To characterize the relevant synthesized compounds (Supplementary Figs. 18) in this study, HRMS experiments were conducted using Waters Xevo G2-XSQT spectrometer or Bruker Microflex MALDI-TOF system. All the samples dissolved in methanol and filtered through a 0.22 μm Nylon 66 filtration membrane. MALDI-TOF experiments were performed using CHCA (α-cyano-4-hydroxycinnamic acid) as the matrix, with 2000 satisfactory shots in 250 shot steps. The acquisition settings were as follows: initial laser power set at 30%, maximum laser power at 100%, detector gain voltage for linear base set to 2500 V, and detector gain voltage for reflector base set to 1400 V. Data were analyzed and exported using flexAnalysis software with default settings. LC-MS was performed on a Waters Xevo G2-XSQT spectrometer with an ACQUITY UPLC BEH C18 column (2.1 × 50 mm, 1.7 μm), using mobile phases of methanol and water supplemented with 0.1% formic acid. The gradient was 30% methanol for 1 min, 30% to 100% methanol over 1 min, 100% methanol for 3 min, 100% to 30% methanol over 0.5 min, and 30% methanol for 1.5 min. The flow rate was maintained at 0.4 mL/min throughout the run. The ESI source parameters were set to a cone temperature of 120 °C, a gas flow rate of 50 L/h, and a capillary voltage of 3000 V. Data acquisition and processing were performed using MassLynx software with default settings.

Fe3+ ions detection based on S4-BC

The fluorescence and CPL performance of S4-BC before and after reacting with Fe³⁺ ions were evaluated in Milli-Q water (700 µL) and Fe³⁺ solution (162 µg/mL, 700 µL), respectively, with 400 nm light excitation.

CPL performance evaluation system setup for S4-BC: bandpass: 5, excitation at 400 nm, spectra are taken as an average of 20 scans with a 1 s integration time.

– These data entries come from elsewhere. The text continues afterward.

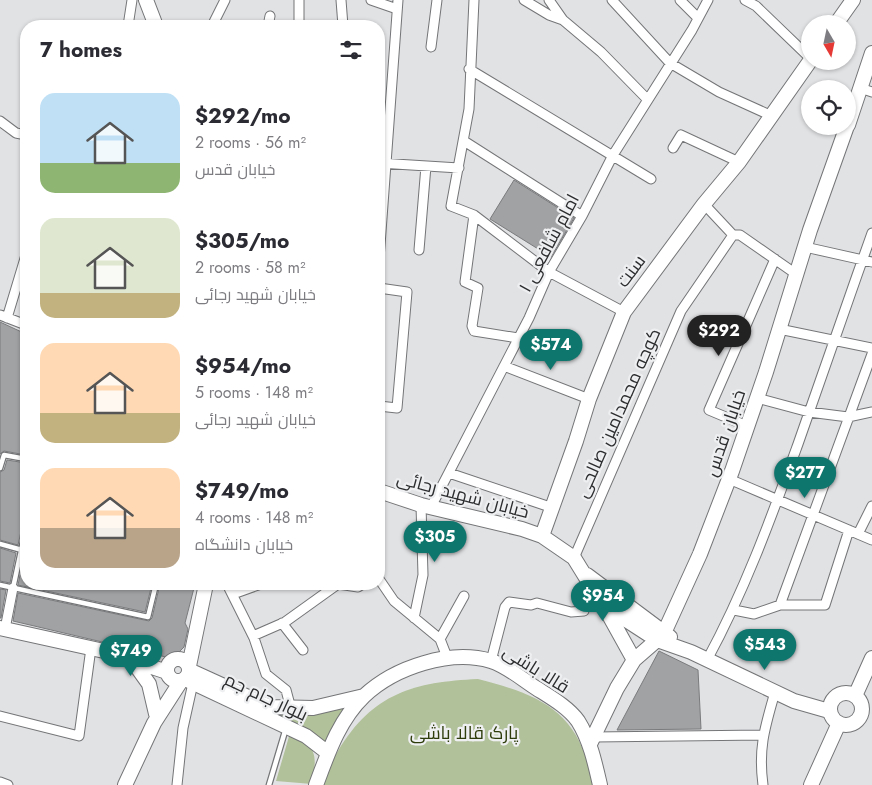 <!DOCTYPE html>
<meta charset="utf-8">
<style>
:root{--surface:#fff;--page:#f7f7f7;--text:#2b2b33;--muted:#7c7c81;--accent:#0f766e}
body{margin:0;font-family:Jost,Cairo,sans-serif;background:var(--page);color:var(--text);height:100vh;display:flex;flex-direction:column;font-size:19px;white-space:nowrap}
*{box-sizing:border-box;margin:0}
p{font-size:16px;color:var(--muted)}
.icon{flex:none;width:28px;height:28px;fill:none;stroke:currentColor;stroke-width:2;stroke-linecap:round;stroke-linejoin:round}
.map{position:relative;flex:1;overflow:hidden}
.drawer{position:absolute;left:20px;top:20px;width:365px;height:570px;display:flex;flex-direction:column;background:var(--surface);border-radius:20px;box-shadow:0 1px 4px #0004}
.drawer>*{flex:none}
.needle{width:32px;rotate:171deg}
.buttons{position:absolute;left:801px;top:15px;display:grid;gap:10px}
.buttons a{display:grid;place-items:center;width:55px;height:55px;border-radius:50%;background:var(--surface);box-shadow:0 1px 4px #0004;font-size:25px}
.price{position:absolute;translate:-50% -42px;padding:0 11px;border-radius:18px;background:var(--accent);color:#fff;font-size:16px;line-height:32px;filter:drop-shadow(0 1px 2px #0008)}
.price::after{content:'';position:absolute;left:50%;top:30px;width:15px;height:11px;margin-left:-8px;background:inherit;clip-path:polygon(0 0,100% 0,50% 100%)}
.price.current{background:#222;color:#fff}
ul{padding:0;list-style:none}
li{display:flex;align-items:center;gap:15px;height:125px;padding:0 20px}
li span{display:grid;place-items:center;flex:none;width:140px;height:100px;border-radius:15px;color:#555}
li>.icon{margin-inline-start:auto}
span .icon{width:60px;height:60px;fill:#fffc;stroke-width:1}
li b{font-size:21px}
h2{display:flex;justify-content:space-between;align-items:center;height:60px;padding:0 20px;font-size:21px}
.map>svg:first-child{display:block}
.green{fill:#b1c199}
.building{fill:#a1a2a4;stroke:#7a7b7d}
.lines{fill:none;stroke-linecap:round;stroke-linejoin:round}
.lane-casing{stroke:#747577;stroke-width:7}
.street-casing{stroke:#747577;stroke-width:11}
.secondary-casing{stroke:#747577;stroke-width:16}
.lane{stroke:#fff;stroke-width:4.5}
.street{stroke:#fff;stroke-width:9}
.secondary{stroke:#fff;stroke-width:14}
.labels{text-anchor:middle;dominant-baseline:central;stroke-width:4.5;stroke-linejoin:round;paint-order:stroke}
.street-label{font-size:18px;fill:#2c2d2e;stroke:#eeeff1}
.park-label{font-size:18px;fill:#2e3d0b;stroke:#eeeff1}
</style>
<div class="map">
<svg width="872" height="785" viewBox="0 0 872 785">
<rect width="100%" height="100%" fill="#e1e2e4"/>
<path class="green" d="M478,679C544,696 580,713 593,785H322C325,771 331,763 338,751C373,693 414,682 478,679Z
M364,696L328,753L267,718L270,707Z
M290,733C318,747 317,755 312,784L276,781Z"/>
<path class="building" d="M514,180L574,218L551,257L490,219Z
M0,322L26,334V455L4,451L0,454Z
M7,460L26,463V524L22,527L18,545L0,540V472L4,470Z
M26,546V584H152L145,612L18,585Z
M0,548L16,553L10,583L0,581Z
M160,584H195L185,623L188,629L184,647L179,652L166,657L13,621L18,593L149,621L152,618Z
M0,589L6,590L1,618H0Z
M659,651L698,670L701,729L617,730Z"/>
<g class="lines">
<g class="lane-casing">
<path id="lane" d="M0,468L4,455L26,459
M0,544L22,550
M0,585L148,617L156,584
M13,588L26,528
M269,785L286,728"/>
</g>
<g class="street-casing">
<path id="street" d="M341,0L343,26
M371,0L397,9
M474,0L469,109L451,206L474,215L549,272L624,312
M524,0L549,15L563,20
M549,0L563,20L601,52L647,99
M612,0L670,63L719,92L772,116
M680,0L698,18
M745,0L756,6L810,58
M128,26L132,0
M212,26L225,0
M268,26L270,16
M299,26V0
M431,47L437,0
M469,69L651,179
M860,88L872,92
M0,121L16,133L26,135
M464,141L582,216
M673,148L681,135L739,162
M379,163L459,168
M704,204L733,235H740L796,274
M474,215L465,282L478,288L472,326L474,331L518,338
M805,247L872,262
M419,250L426,166
M379,259L398,0
M379,288L407,292L397,408L379,406
M0,315L26,325
M7,318L26,255
M779,329L872,348
M504,366L589,399
M757,398L809,412L848,417L872,412
M747,426L709,410L775,259
M449,473L553,508
M729,479L872,540
M431,507L529,318L549,272L582,216L613,155L692,30L708,0
M858,534L872,506
M574,558L681,311L733,235
M379,579L394,601L440,639L447,657
M227,584L254,638L266,674L286,690L291,709
M233,594L261,584
M780,605L872,354
M734,610L754,614L780,605H825L849,530
M414,618L423,575L421,505
M282,623L303,650
M5,629L13,588
M253,636L285,622L338,584L358,587L363,584
M440,639L464,596
M707,660C745,590 771,518 798,444C823,373 847,303 872,233
M491,661L505,607L509,602L531,605L537,603L571,612L584,611
M0,716L79,736L91,648
M594,737L763,735
M0,782L8,785
M177,785L183,728L193,683
M763,785C758,748 765,727 775,692"/>
</g>
<g class="secondary-casing">
<path id="secondary" d="M146,0L156,26
M836,24L853,0
M848,125L872,53
M379,491L421,505L522,529L542,536L574,558L603,605L657,640L691,652L794,701L829,711
M542,536L576,441L589,399L624,312L704,204L739,162L810,61
M587,575L670,637
M604,606L634,660
M0,628L104,651L167,672
M664,633L700,554L732,471L766,372L810,230L847,126
M167 670a11 11 0 1 1 22 0a11 11 0 1 1-22 0Z
M134,663L149,684L156,714
M189,666L206,584
M189,670L270,707L313,708L364,696
M185,679L306,736L328,753
M830 709a16 16 0 1 1 32 0a16 16 0 1 1-32 0Z
M855,696L872,658
M590,744L617,688L634,660L657,640
M125,785L154,723L181,681
M316,785C328,753 339,720 364,696C395,667 450,649 491,661C507,666 522,679 536,688C550,697 568,707 578,721C590,740 595,763 600,785
M811,785L839,723"/>
</g>
<use href="#lane" class="lane"/>
<use href="#street" class="street"/>
<use href="#secondary" class="secondary"/>
</g>
<g class="labels">
<g class="street-label">
<text transform="translate(549 243) rotate(-62)">امام شافعی ۱</text>
<text transform="translate(631 271) rotate(-53)">سنت</text>
<text transform="translate(618 413) rotate(-66)">کوچه محمدامین صالحی</text>
<text transform="translate(725 433) rotate(-71)">خیابان قدس</text>
<text transform="translate(463 495) rotate(15)">خیابان شهید رجائی</text>
<text transform="translate(536 669) rotate(32)">قالا باشی</text>
<text transform="translate(266 697) rotate(25)">بلوار جام جم</text>
</g>
<g class="park-label">
<text x="464" y="733">پارک قالا باشی</text>
</g>
</g>
</svg>
<div class="buttons">
<a><svg class="needle" viewBox="-14 -14 28 28"><path d="M0-13l5 13h-10z" fill="#e53935"/><path d="M0 13l5-13h-10z" fill="#7c7c81"/></svg></a>
<a><svg class="icon" aria-label="locate" viewBox="0 0 24 24"><circle cx="12" cy="12" r="6"/><path d="M12 2v4M12 18v4M2 12h4M18 12h4"/></svg></a>
</div>
<b class="price current" style="left:719px;top:357px">$292</b>
<b class="price" style="left:551px;top:371px">$574</b>
<b class="price" style="left:805px;top:499px">$277</b>
<b class="price" style="left:435px;top:563px">$305</b>
<b class="price" style="left:603px;top:622px">$954</b>
<b class="price" style="left:765px;top:671px">$543</b>
<b class="price" style="left:131px;top:677px">$749</b>
<section class="drawer">
<h2>7 homes<svg class="icon" aria-label="filters" viewBox="0 0 24 24"><path d="M4 7h16M4 17h16"/><circle cx="9" cy="7" r="2"/><circle cx="15" cy="17" r="2"/></svg></h2>
<ul>
<li><span style="background:linear-gradient(#bfe0f5 70%,#8fb573 0)"><svg class="icon" aria-label="home" viewBox="0 0 24 24"><path d="M3 11l9-7 9 7M6 9v11h12V9"/></svg></span><div><b>$292/mo</b><p>2 rooms · 56 m²</p><p>خیابان قدس</p></div></li>
<li><span style="background:linear-gradient(#dfe7d0 75%,#c2b280 0)"><svg class="icon" aria-label="home" viewBox="0 0 24 24"><path d="M3 11l9-7 9 7M6 9v11h12V9"/></svg></span><div><b>$305/mo</b><p>2 rooms · 58 m²</p><p>خیابان شهید رجائی</p></div></li>
<li><span style="background:linear-gradient(#ffd9b3 70%,#c2b280 0)"><svg class="icon" aria-label="home" viewBox="0 0 24 24"><path d="M3 11l9-7 9 7M6 9v11h12V9"/></svg></span><div><b>$954/mo</b><p>5 rooms · 148 m²</p><p>خیابان شهید رجائی</p></div></li>
<li><span style="background:linear-gradient(#ffd9b3 60%,#b9a48a 0)"><svg class="icon" aria-label="home" viewBox="0 0 24 24"><path d="M3 11l9-7 9 7M6 9v11h12V9"/></svg></span><div><b>$749/mo</b><p>4 rooms · 148 m²</p><p>خیابان دانشگاه</p></div></li>
</ul>
</section>
</div>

CPL performance evaluation system setup for S4-BC after reacting with Fe3+ ions: bandpass: 5, excitation at 400 nm, spectra are taken as an average of 30 scans with a 1 s integration time.

Gel permeation chromatography (GPC) experiment

The bacterial cellulose biofilms and hybrid bacterial cellulose biofilms were cut into small pieces. Subsequently, 15 mg of these pieces were dispersed in a 1.5 mL LiCl/DMAc solution (5:1, w/v). The resulting mixture was gradually heated from room temperature to 150 °C over a period of 1.5 h under continuous stirring. Following this, the mixture was maintained at 150 °C for an additional 20 min. After that, the mixture was cooled to 65 °C with stirring until a viscous liquid formed. The molecular weights of the resulting viscous liquids were assessed using the Agilent GPC50 system equipped with a PLgel 10 µm MIXED-B column. The analysis was performed at a flow rate of 1 mL/min and a temperature of 50 °C, using DMAC with 0.5% LiCl as the eluent. The molecular weights were summarized in Supplementary Table 3.

Electron paramagnetic resonance (EPR) experiment

The EPR measurements were conducted using a Bruker Model A300 at ambient temperature. All samples were prepared under identical conditions, using BC (S4-BC or FeCl3 solution) and either DMPO (5,5- dimethyl-1-pyrroline N-oxide) or TEMP (2,2,6,6-Tetramethylpiperidine). A 420 nm light source was employed for different samples. Prior to the EPR spectra measurements, the samples were exposed to light for 10 min. Control groups were prepared in the same manner but without any light exposure.

Statistics and reproducibility

Bacterial fermentation experiments for all glycosylated molecules were repeated three times, and all attempts at replication were successful to fabricate bacterial cellulosic hybrids. The characterization experiments of Fig. 4c, d were repeated three times independently with similar results. No statistical method was used to predetermine sample size. No data were excluded from the analyses.

Reporting summary

Further information on research design is available in the Nature Portfolio Reporting Summary linked to this article.